→ Work instructions
Copy, word for word, the opening line of the data and each line after it until the line that contains "Bounding boxes for", which is included. Leave the pictures out.

→ Extracted entries
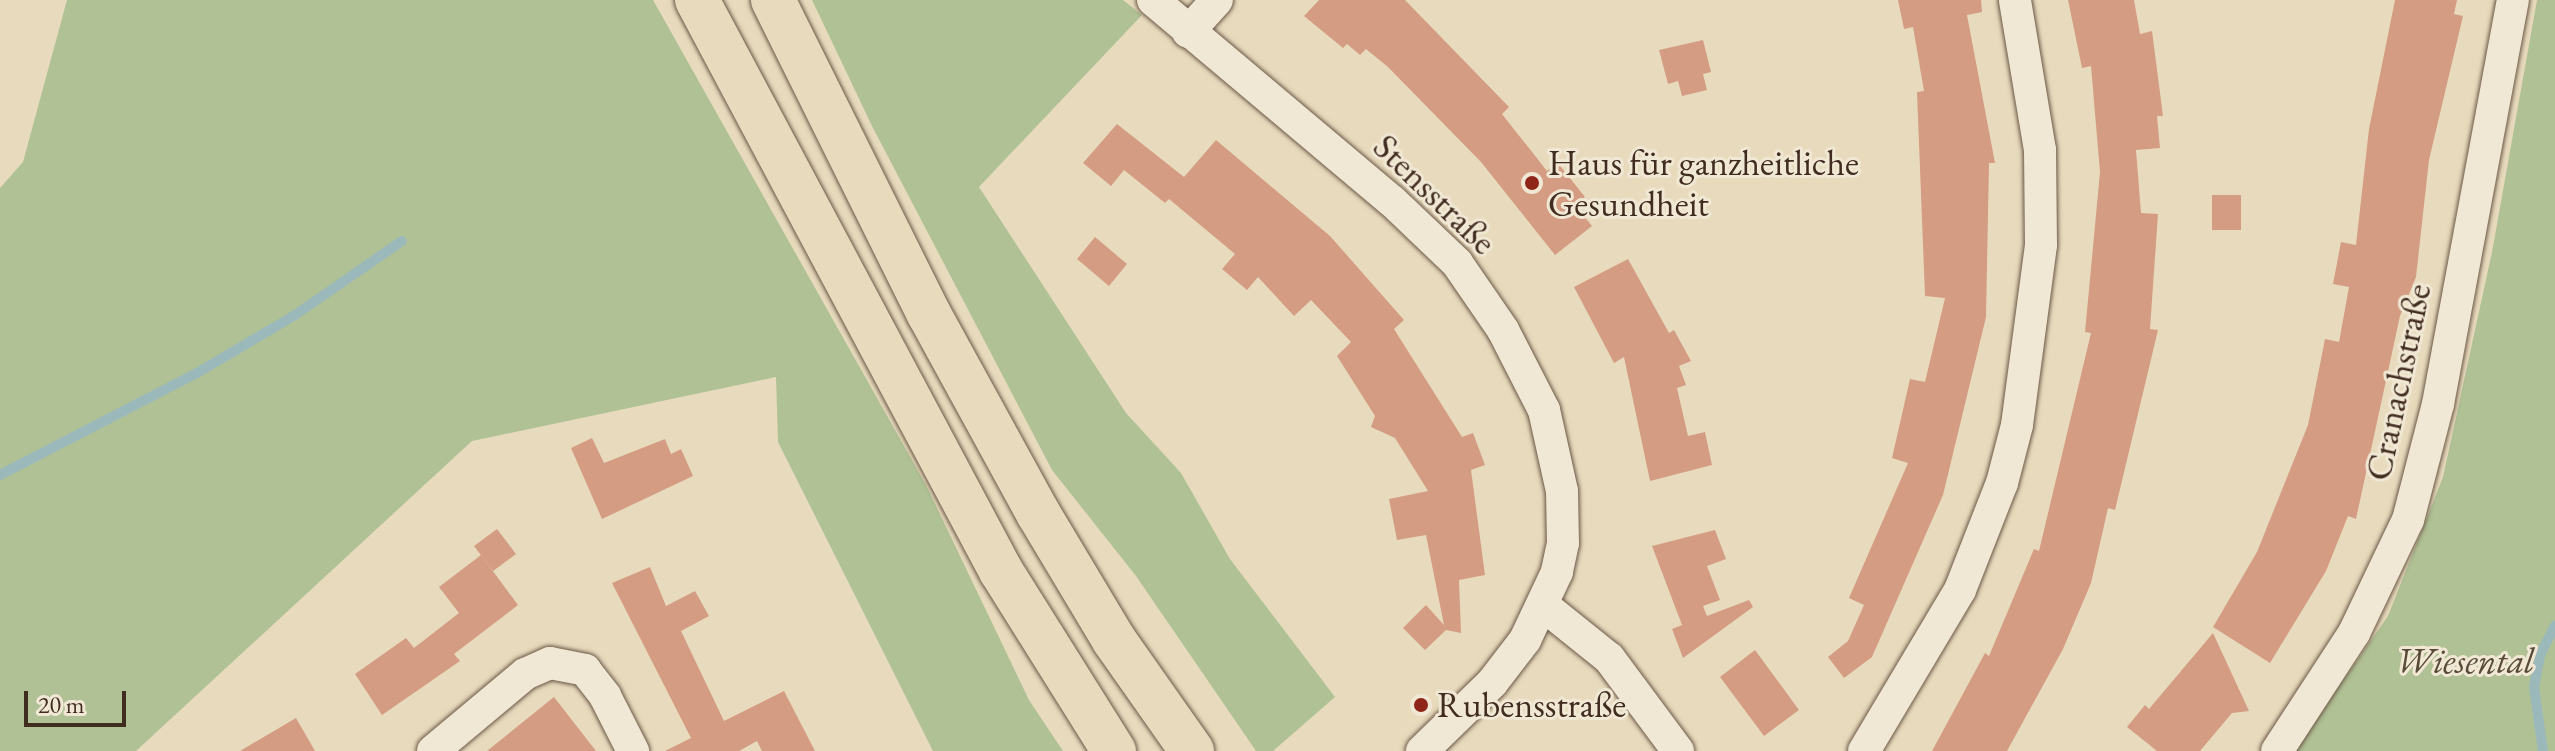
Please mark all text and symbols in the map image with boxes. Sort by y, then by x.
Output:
street label: Stensstraße [1365,125,1505,263]
place label: Haus für ganzheitliche Gesundheit [1548,140,1859,225]
marker: Haus für ganzheitliche Gesundheit [1523,174,1541,192]
street label: Cranachstraße [2356,280,2440,484]
park label: Wiesental [2396,639,2534,683]
scale bar [28,675,130,725]
place label: Rubensstraße [1437,683,1626,727]
text: 20 m [38,689,85,720]
marker: Rubensstraße [1412,696,1430,714]

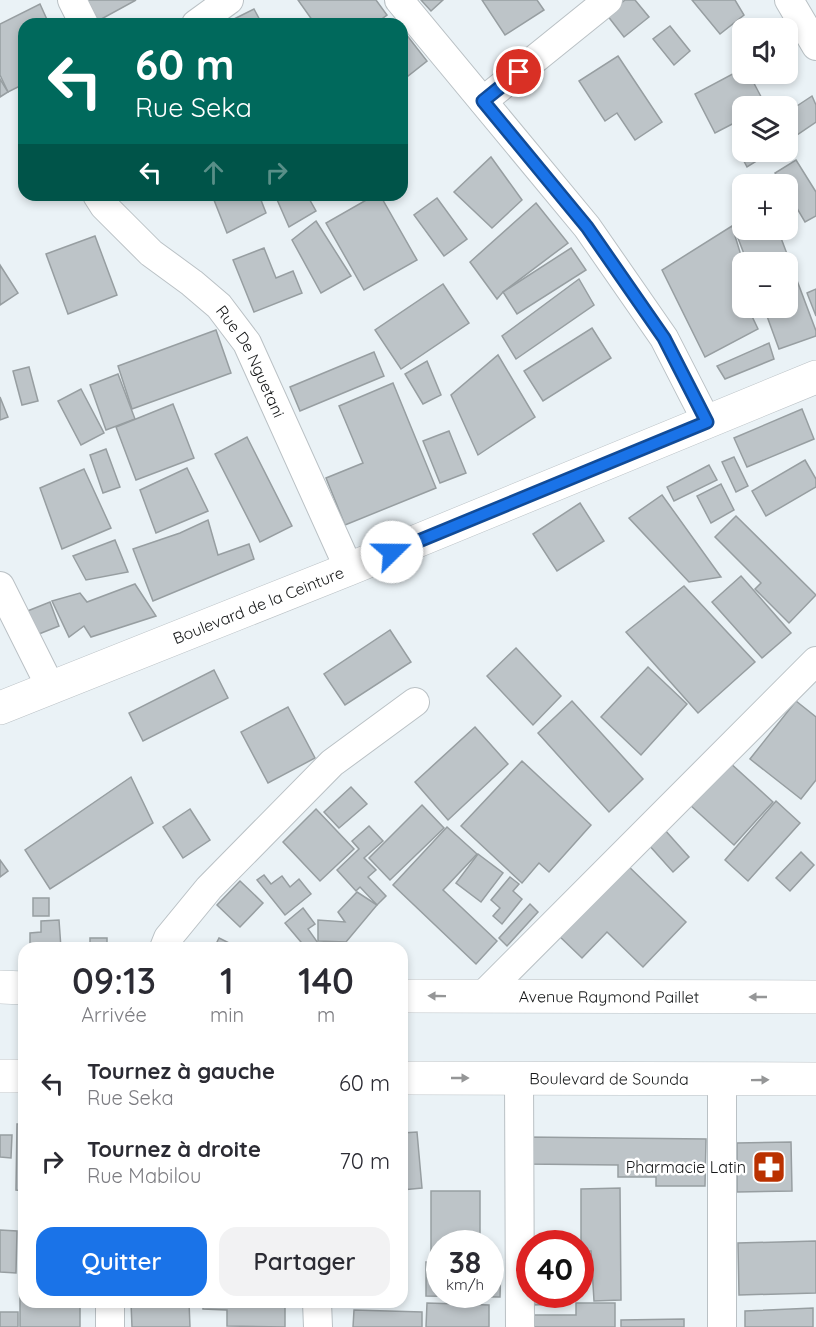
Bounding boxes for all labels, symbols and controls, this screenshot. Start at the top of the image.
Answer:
map controls [732,18,798,318]
button: sound [732,18,798,84]
text: 60 m [135,38,235,91]
icon: left [36,42,114,120]
pin [493,46,544,97]
icon: arrive [502,55,535,88]
text: Rue Seka [135,90,252,124]
button: layers [732,96,798,162]
icon: left [134,156,167,189]
icon: ahead [197,156,230,189]
icon: right [260,156,293,189]
button: + [732,174,798,240]
button: − [732,252,798,318]
street label: Rue De Nguetani [212,301,289,421]
position arrow [360,520,424,584]
street label: Boulevard de la Ceinture [170,562,347,648]
text: 09:13 [72,958,156,1003]
text: 1 [220,958,234,1003]
text: 140 [298,958,354,1003]
street label: Avenue Raymond Paillet [519,986,699,1007]
one-way arrow [427,992,446,1001]
one-way arrow [748,992,767,1002]
text: Arrivée [81,1002,147,1027]
text: min [210,1002,244,1027]
text: m [317,1002,335,1027]
text: Tournez à gauche [87,1057,275,1085]
icon: left [36,1067,69,1100]
street label: Boulevard de Sounda [529,1068,689,1089]
text: 60 m [339,1069,390,1097]
one-way arrow [451,1073,470,1083]
one-way arrow [751,1075,770,1085]
text: Rue Seka [87,1085,174,1110]
text: Tournez à droite [87,1135,261,1163]
icon: right [36,1145,69,1178]
text: 70 m [340,1147,390,1175]
pharmacy icon: Pharmacie Latin [751,1149,787,1185]
place label: Pharmacie Latin [626,1157,746,1177]
text: Rue Mabilou [87,1163,201,1188]
button: Quitter [36,1227,207,1296]
button: Partager [219,1227,390,1296]
speed limit sign: 40 [516,1230,594,1308]
text: 38 [449,1243,481,1281]
text: km/h [446,1275,484,1294]

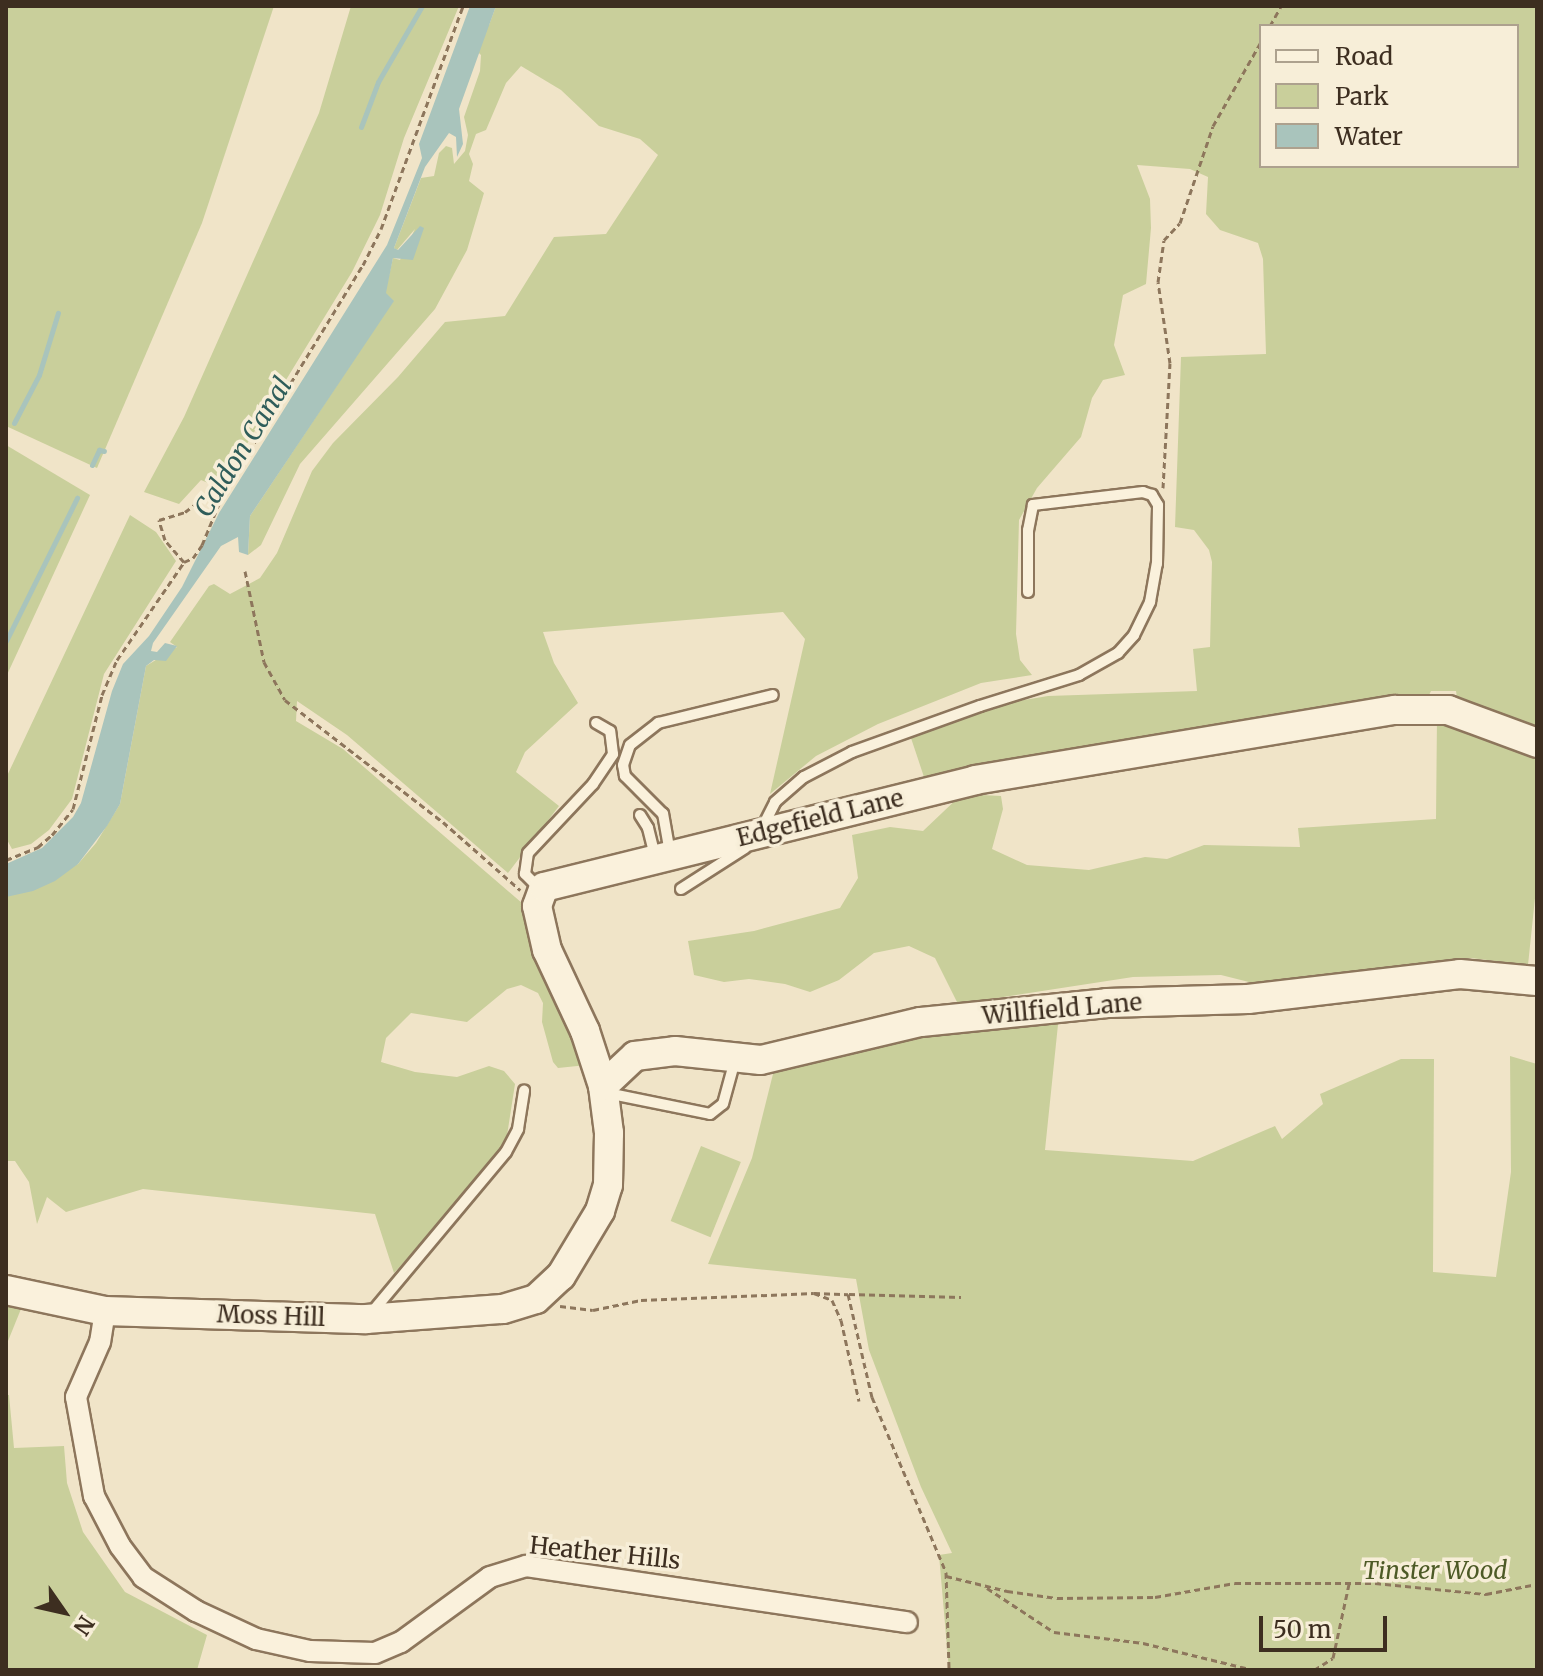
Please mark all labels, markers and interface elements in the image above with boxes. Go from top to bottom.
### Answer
legend [1259,24,1519,168]
text: Road [1335,41,1393,72]
text: Park [1335,81,1388,112]
text: Water [1335,121,1403,152]
water label: Caldon Canal [188,371,298,523]
street label: Edgefield Lane [734,783,906,853]
street label: Willfield Lane [981,988,1143,1030]
street label: Moss Hill [216,1300,326,1332]
street label: Heather Hills [528,1531,682,1575]
park label: Tinster Wood [1363,1557,1507,1585]
north arrow [24,1572,104,1652]
scale bar [1263,1600,1391,1650]
text: N [67,1610,100,1640]
text: 50 m [1273,1614,1332,1645]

→ Solution to this exercise
Please mark all text and symbols in the map image with boxes. Sort by y, then by x.
Output:
street label: Stensstraße [1365,125,1505,263]
place label: Haus für ganzheitliche Gesundheit [1548,140,1859,225]
marker: Haus für ganzheitliche Gesundheit [1523,174,1541,192]
street label: Cranachstraße [2356,280,2440,484]
park label: Wiesental [2396,639,2534,683]
scale bar [28,675,130,725]
place label: Rubensstraße [1437,683,1626,727]
text: 20 m [38,689,85,720]
marker: Rubensstraße [1412,696,1430,714]

Bounding boxes for all labels, symbols and controls, this screenshot. Start at the top of the image.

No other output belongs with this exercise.